Nocera. Photo: Fred R. Conrad/New York Times

FORTUNE — I met Joe Nocera once, and he seemed like a nice guy. Over his long career as a business journalist — including more than a decade at Fortune — he’s done some first-rate work on Apple (AAPL). “The Second Coming of Steve Jobs,” a profile for Esquire of the entrepreneur at age 31, may be the best close-up portrait of Jobs that anybody has written, before or since. And two days after Jobs resigned in 2011 he wrote a lovely farewell column that was especially gracious, given their past history.

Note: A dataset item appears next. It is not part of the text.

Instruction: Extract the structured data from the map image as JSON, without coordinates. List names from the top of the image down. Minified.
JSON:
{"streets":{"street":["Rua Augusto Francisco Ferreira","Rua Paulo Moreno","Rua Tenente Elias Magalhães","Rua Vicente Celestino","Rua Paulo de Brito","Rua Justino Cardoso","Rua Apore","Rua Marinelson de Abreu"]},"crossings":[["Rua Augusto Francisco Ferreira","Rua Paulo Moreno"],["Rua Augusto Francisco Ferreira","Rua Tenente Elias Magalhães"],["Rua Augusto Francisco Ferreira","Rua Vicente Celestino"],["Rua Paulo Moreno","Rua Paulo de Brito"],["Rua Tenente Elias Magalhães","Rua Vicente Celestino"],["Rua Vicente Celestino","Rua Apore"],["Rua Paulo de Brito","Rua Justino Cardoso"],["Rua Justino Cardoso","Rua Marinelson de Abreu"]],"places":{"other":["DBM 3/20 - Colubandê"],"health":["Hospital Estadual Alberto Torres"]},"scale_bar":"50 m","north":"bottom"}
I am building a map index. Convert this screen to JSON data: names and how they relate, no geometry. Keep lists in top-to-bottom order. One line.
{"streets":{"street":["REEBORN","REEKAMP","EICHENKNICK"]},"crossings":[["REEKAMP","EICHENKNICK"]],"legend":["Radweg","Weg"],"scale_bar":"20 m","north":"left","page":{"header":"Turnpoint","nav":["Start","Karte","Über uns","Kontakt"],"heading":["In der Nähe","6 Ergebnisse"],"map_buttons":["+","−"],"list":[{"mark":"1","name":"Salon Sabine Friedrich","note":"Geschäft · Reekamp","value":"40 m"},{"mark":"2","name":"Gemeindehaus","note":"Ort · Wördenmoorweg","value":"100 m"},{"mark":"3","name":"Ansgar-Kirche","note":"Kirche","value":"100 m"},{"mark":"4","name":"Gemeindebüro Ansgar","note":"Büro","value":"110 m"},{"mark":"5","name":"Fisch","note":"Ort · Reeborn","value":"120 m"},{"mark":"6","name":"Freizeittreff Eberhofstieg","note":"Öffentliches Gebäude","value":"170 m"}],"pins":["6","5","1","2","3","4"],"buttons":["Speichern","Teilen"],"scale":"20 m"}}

But Nocera has also made it his business to be the fiercest critic of what he sees as shady business dealings at the company’s highest levels — first with backdated options that led to resignation of Apple’s general counsel and the retirement of its former CFO (but not, to Nocera’s evident dismay, an SEC complaint against Jobs himself), and now with the offshore tax strategies that brought Jobs’ successor, Tim Cook, before a Senate subcommittee on Tuesday.

I happen to agree with one of the points Nocera makes in his New York Times op-ed column Thursday. There is something about sending tens of billions of dollars to a holding company that has tax residency in no country on earth that seems to violate the spirit of the law — despite Cook’s assertion to the contrary.

But what will be remembered about Nocera’s latest Apple column is that he called Tim Cook a liar — accusing him of telling, under oath, a “whopper” and a “flat-out lie.”

Nocera implies, but doesn’t actually say, that he makes those charges after watching Cook’s testimony.

I watched Cook’s testimony — twice. I find it hard to believe that Nocera saw any of it. And having read the documents and news articles he cites, I believe that on the points with which he has factual disagreements with Cook, he’s provably wrong.

Specifically:

  • Nocera claims that Apple “pays only 10% of its pretax income in taxes.” But he gets that 10% figure by making the same rookie mistake the subcommittee’s staff did, dividing Apple’s U.S. taxes by its worldwide sales.
  • He claims that Apple routes “tens of billions in pretax profits” to an Irish subsidiary, when Cook testified repeatedly — under oath — that those were post-tax profits.
  • He points readers to a Wall Street Journal article that says Apple duped investors by making it look like it paid more taxes than it did. First, I suspect investors will be pleased to learn that Apple earns more that it reports each quarter. Second, if Nocera had read to the end of the Journal article, he would have learned that the paper’s own accounting expert was unpersuaded by the subcommittee’s claim that Apple’s taxes were overstated.
  • He quotes Sen. Carl Levin’s characterization of Apple’s Irish tax haven as if it was the official conclusion of the subcommittee’s investigation. But anyone who watched Levin’s performance would know that he said all kinds of things in a final 10 minute rant that contradicted previous testimony and known facts, and that he closed that portion of the hearing without giving Apple’s witnesses a chance to respond.
  • Finally, there’s this: “[Cook] even said that the low taxes Apple pays overseas is on the profits of its overseas sales. Not to put too fine a point on it, but this was a flat-out lie.” I’ve heard the testimony and read the subcommittee report. As near as I can tell, Apple does pay taxes overseas on the sales it makes overseas. How can Nocera call Cook a liar without the evidence to back it up?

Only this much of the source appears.